* [WHAT IS NEEDED]
Each entry must be output once more without any change.

* [EXERCISE INPUT]
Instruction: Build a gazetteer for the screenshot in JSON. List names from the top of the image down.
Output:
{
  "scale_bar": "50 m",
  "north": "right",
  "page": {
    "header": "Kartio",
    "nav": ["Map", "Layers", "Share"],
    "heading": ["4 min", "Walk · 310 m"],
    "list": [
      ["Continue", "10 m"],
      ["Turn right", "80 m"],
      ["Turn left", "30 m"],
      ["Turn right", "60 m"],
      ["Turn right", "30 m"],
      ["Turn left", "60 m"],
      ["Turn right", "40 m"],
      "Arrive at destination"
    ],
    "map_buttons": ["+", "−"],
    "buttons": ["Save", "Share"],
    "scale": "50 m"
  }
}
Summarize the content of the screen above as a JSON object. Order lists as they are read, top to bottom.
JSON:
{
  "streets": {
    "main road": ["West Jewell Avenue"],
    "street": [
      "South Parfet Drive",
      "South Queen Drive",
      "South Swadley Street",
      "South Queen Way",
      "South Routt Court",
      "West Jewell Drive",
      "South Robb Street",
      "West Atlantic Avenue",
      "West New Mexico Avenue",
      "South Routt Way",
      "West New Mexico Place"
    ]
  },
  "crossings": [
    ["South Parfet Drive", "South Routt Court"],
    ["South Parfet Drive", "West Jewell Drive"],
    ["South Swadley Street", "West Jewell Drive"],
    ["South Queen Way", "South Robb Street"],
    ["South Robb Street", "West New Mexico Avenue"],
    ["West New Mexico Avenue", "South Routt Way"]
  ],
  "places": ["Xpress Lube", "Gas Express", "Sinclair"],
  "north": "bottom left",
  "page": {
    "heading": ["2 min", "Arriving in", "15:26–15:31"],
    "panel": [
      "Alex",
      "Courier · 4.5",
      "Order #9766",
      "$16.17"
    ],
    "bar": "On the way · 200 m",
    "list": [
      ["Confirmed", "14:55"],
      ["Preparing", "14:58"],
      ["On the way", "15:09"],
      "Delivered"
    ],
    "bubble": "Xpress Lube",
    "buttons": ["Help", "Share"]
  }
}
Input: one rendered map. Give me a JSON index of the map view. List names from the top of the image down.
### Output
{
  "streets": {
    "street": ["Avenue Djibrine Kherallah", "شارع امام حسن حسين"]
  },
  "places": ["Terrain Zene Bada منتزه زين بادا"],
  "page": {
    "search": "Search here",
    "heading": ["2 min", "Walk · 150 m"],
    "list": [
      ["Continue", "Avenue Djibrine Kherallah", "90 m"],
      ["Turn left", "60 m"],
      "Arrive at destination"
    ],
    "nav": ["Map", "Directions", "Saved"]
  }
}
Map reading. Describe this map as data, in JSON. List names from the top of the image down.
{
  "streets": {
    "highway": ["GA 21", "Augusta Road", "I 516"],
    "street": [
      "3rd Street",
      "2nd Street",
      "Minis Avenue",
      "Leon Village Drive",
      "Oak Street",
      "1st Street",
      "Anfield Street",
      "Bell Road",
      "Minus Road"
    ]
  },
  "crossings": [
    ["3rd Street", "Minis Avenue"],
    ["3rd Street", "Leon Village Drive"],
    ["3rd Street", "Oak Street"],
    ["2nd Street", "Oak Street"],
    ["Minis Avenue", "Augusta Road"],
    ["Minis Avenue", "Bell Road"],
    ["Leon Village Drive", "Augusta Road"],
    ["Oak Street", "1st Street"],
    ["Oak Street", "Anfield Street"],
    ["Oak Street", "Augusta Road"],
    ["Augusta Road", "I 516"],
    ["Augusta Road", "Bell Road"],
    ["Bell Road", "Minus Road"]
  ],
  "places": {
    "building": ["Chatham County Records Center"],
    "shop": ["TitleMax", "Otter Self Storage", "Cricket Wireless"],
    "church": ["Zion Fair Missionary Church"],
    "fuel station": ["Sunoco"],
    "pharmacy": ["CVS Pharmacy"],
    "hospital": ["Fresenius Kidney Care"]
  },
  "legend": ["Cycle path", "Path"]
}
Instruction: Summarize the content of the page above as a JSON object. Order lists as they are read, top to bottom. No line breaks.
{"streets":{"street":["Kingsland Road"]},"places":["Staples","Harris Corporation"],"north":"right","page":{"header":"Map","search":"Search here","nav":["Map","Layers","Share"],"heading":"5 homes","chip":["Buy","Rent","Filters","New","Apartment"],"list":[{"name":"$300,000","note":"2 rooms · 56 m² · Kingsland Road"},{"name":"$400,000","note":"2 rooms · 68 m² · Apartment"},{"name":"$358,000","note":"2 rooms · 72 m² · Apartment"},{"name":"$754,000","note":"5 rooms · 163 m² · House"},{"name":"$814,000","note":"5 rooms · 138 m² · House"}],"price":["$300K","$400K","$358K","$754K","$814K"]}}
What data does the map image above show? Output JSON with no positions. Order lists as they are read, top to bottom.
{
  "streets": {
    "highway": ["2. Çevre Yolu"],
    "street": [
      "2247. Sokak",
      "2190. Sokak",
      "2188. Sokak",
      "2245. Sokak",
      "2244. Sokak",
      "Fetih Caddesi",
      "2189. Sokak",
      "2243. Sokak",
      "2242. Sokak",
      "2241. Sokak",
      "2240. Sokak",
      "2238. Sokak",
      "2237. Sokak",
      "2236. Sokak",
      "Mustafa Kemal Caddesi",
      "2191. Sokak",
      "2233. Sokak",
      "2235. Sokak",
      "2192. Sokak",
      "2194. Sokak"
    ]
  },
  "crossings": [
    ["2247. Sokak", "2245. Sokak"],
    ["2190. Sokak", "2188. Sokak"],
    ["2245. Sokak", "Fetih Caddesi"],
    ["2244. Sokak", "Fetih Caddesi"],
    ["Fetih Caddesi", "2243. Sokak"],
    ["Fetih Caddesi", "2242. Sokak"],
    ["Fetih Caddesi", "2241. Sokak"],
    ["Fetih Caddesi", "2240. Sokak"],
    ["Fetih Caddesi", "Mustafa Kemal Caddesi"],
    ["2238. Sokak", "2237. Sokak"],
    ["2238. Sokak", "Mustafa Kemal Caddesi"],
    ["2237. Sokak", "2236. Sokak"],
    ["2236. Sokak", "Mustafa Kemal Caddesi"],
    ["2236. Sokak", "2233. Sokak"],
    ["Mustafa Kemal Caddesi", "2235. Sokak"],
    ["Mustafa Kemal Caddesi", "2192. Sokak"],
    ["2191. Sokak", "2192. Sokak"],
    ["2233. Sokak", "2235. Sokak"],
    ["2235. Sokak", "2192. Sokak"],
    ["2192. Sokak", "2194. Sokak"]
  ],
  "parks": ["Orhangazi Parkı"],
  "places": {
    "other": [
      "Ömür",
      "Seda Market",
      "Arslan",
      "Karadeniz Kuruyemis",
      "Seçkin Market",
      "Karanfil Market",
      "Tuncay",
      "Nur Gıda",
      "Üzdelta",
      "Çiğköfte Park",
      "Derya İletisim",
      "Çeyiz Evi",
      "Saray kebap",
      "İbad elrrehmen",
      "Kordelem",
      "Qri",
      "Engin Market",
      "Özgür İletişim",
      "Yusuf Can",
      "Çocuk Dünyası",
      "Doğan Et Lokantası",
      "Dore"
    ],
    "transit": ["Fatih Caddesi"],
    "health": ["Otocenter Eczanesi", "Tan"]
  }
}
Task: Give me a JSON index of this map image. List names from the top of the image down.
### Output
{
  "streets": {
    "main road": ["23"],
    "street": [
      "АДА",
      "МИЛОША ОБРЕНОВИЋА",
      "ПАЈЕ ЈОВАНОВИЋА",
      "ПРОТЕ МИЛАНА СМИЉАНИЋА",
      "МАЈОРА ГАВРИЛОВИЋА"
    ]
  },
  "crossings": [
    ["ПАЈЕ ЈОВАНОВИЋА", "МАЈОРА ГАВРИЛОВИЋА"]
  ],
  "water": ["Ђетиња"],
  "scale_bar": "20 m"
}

* [RESULT FOR THIS TASK]
Instruction: Build a gazetteer for the screenshot in JSON. List names from the top of the image down.
Output:
{
  "scale_bar": "50 m",
  "north": "right",
  "page": {
    "header": "Kartio",
    "nav": ["Map", "Layers", "Share"],
    "heading": ["4 min", "Walk · 310 m"],
    "list": [
      ["Continue", "10 m"],
      ["Turn right", "80 m"],
      ["Turn left", "30 m"],
      ["Turn right", "60 m"],
      ["Turn right", "30 m"],
      ["Turn left", "60 m"],
      ["Turn right", "40 m"],
      "Arrive at destination"
    ],
    "map_buttons": ["+", "−"],
    "buttons": ["Save", "Share"],
    "scale": "50 m"
  }
}
Summarize the content of the screen above as a JSON object. Order lists as they are read, top to bottom.
JSON:
{
  "streets": {
    "main road": ["West Jewell Avenue"],
    "street": [
      "South Parfet Drive",
      "South Queen Drive",
      "South Swadley Street",
      "South Queen Way",
      "South Routt Court",
      "West Jewell Drive",
      "South Robb Street",
      "West Atlantic Avenue",
      "West New Mexico Avenue",
      "South Routt Way",
      "West New Mexico Place"
    ]
  },
  "crossings": [
    ["South Parfet Drive", "South Routt Court"],
    ["South Parfet Drive", "West Jewell Drive"],
    ["South Swadley Street", "West Jewell Drive"],
    ["South Queen Way", "South Robb Street"],
    ["South Robb Street", "West New Mexico Avenue"],
    ["West New Mexico Avenue", "South Routt Way"]
  ],
  "places": ["Xpress Lube", "Gas Express", "Sinclair"],
  "north": "bottom left",
  "page": {
    "heading": ["2 min", "Arriving in", "15:26–15:31"],
    "panel": [
      "Alex",
      "Courier · 4.5",
      "Order #9766",
      "$16.17"
    ],
    "bar": "On the way · 200 m",
    "list": [
      ["Confirmed", "14:55"],
      ["Preparing", "14:58"],
      ["On the way", "15:09"],
      "Delivered"
    ],
    "bubble": "Xpress Lube",
    "buttons": ["Help", "Share"]
  }
}
Input: one rendered map. Give me a JSON index of the map view. List names from the top of the image down.
### Output
{
  "streets": {
    "street": ["Avenue Djibrine Kherallah", "شارع امام حسن حسين"]
  },
  "places": ["Terrain Zene Bada منتزه زين بادا"],
  "page": {
    "search": "Search here",
    "heading": ["2 min", "Walk · 150 m"],
    "list": [
      ["Continue", "Avenue Djibrine Kherallah", "90 m"],
      ["Turn left", "60 m"],
      "Arrive at destination"
    ],
    "nav": ["Map", "Directions", "Saved"]
  }
}
Map reading. Describe this map as data, in JSON. List names from the top of the image down.
{
  "streets": {
    "highway": ["GA 21", "Augusta Road", "I 516"],
    "street": [
      "3rd Street",
      "2nd Street",
      "Minis Avenue",
      "Leon Village Drive",
      "Oak Street",
      "1st Street",
      "Anfield Street",
      "Bell Road",
      "Minus Road"
    ]
  },
  "crossings": [
    ["3rd Street", "Minis Avenue"],
    ["3rd Street", "Leon Village Drive"],
    ["3rd Street", "Oak Street"],
    ["2nd Street", "Oak Street"],
    ["Minis Avenue", "Augusta Road"],
    ["Minis Avenue", "Bell Road"],
    ["Leon Village Drive", "Augusta Road"],
    ["Oak Street", "1st Street"],
    ["Oak Street", "Anfield Street"],
    ["Oak Street", "Augusta Road"],
    ["Augusta Road", "I 516"],
    ["Augusta Road", "Bell Road"],
    ["Bell Road", "Minus Road"]
  ],
  "places": {
    "building": ["Chatham County Records Center"],
    "shop": ["TitleMax", "Otter Self Storage", "Cricket Wireless"],
    "church": ["Zion Fair Missionary Church"],
    "fuel station": ["Sunoco"],
    "pharmacy": ["CVS Pharmacy"],
    "hospital": ["Fresenius Kidney Care"]
  },
  "legend": ["Cycle path", "Path"]
}
Instruction: Summarize the content of the page above as a JSON object. Order lists as they are read, top to bottom. No line breaks.
{"streets":{"street":["Kingsland Road"]},"places":["Staples","Harris Corporation"],"north":"right","page":{"header":"Map","search":"Search here","nav":["Map","Layers","Share"],"heading":"5 homes","chip":["Buy","Rent","Filters","New","Apartment"],"list":[{"name":"$300,000","note":"2 rooms · 56 m² · Kingsland Road"},{"name":"$400,000","note":"2 rooms · 68 m² · Apartment"},{"name":"$358,000","note":"2 rooms · 72 m² · Apartment"},{"name":"$754,000","note":"5 rooms · 163 m² · House"},{"name":"$814,000","note":"5 rooms · 138 m² · House"}],"price":["$300K","$400K","$358K","$754K","$814K"]}}
What data does the map image above show? Output JSON with no positions. Order lists as they are read, top to bottom.
{
  "streets": {
    "highway": ["2. Çevre Yolu"],
    "street": [
      "2247. Sokak",
      "2190. Sokak",
      "2188. Sokak",
      "2245. Sokak",
      "2244. Sokak",
      "Fetih Caddesi",
      "2189. Sokak",
      "2243. Sokak",
      "2242. Sokak",
      "2241. Sokak",
      "2240. Sokak",
      "2238. Sokak",
      "2237. Sokak",
      "2236. Sokak",
      "Mustafa Kemal Caddesi",
      "2191. Sokak",
      "2233. Sokak",
      "2235. Sokak",
      "2192. Sokak",
      "2194. Sokak"
    ]
  },
  "crossings": [
    ["2247. Sokak", "2245. Sokak"],
    ["2190. Sokak", "2188. Sokak"],
    ["2245. Sokak", "Fetih Caddesi"],
    ["2244. Sokak", "Fetih Caddesi"],
    ["Fetih Caddesi", "2243. Sokak"],
    ["Fetih Caddesi", "2242. Sokak"],
    ["Fetih Caddesi", "2241. Sokak"],
    ["Fetih Caddesi", "2240. Sokak"],
    ["Fetih Caddesi", "Mustafa Kemal Caddesi"],
    ["2238. Sokak", "2237. Sokak"],
    ["2238. Sokak", "Mustafa Kemal Caddesi"],
    ["2237. Sokak", "2236. Sokak"],
    ["2236. Sokak", "Mustafa Kemal Caddesi"],
    ["2236. Sokak", "2233. Sokak"],
    ["Mustafa Kemal Caddesi", "2235. Sokak"],
    ["Mustafa Kemal Caddesi", "2192. Sokak"],
    ["2191. Sokak", "2192. Sokak"],
    ["2233. Sokak", "2235. Sokak"],
    ["2235. Sokak", "2192. Sokak"],
    ["2192. Sokak", "2194. Sokak"]
  ],
  "parks": ["Orhangazi Parkı"],
  "places": {
    "other": [
      "Ömür",
      "Seda Market",
      "Arslan",
      "Karadeniz Kuruyemis",
      "Seçkin Market",
      "Karanfil Market",
      "Tuncay",
      "Nur Gıda",
      "Üzdelta",
      "Çiğköfte Park",
      "Derya İletisim",
      "Çeyiz Evi",
      "Saray kebap",
      "İbad elrrehmen",
      "Kordelem",
      "Qri",
      "Engin Market",
      "Özgür İletişim",
      "Yusuf Can",
      "Çocuk Dünyası",
      "Doğan Et Lokantası",
      "Dore"
    ],
    "transit": ["Fatih Caddesi"],
    "health": ["Otocenter Eczanesi", "Tan"]
  }
}
Task: Give me a JSON index of this map image. List names from the top of the image down.
### Output
{
  "streets": {
    "main road": ["23"],
    "street": [
      "АДА",
      "МИЛОША ОБРЕНОВИЋА",
      "ПАЈЕ ЈОВАНОВИЋА",
      "ПРОТЕ МИЛАНА СМИЉАНИЋА",
      "МАЈОРА ГАВРИЛОВИЋА"
    ]
  },
  "crossings": [
    ["ПАЈЕ ЈОВАНОВИЋА", "МАЈОРА ГАВРИЛОВИЋА"]
  ],
  "water": ["Ђетиња"],
  "scale_bar": "20 m"
}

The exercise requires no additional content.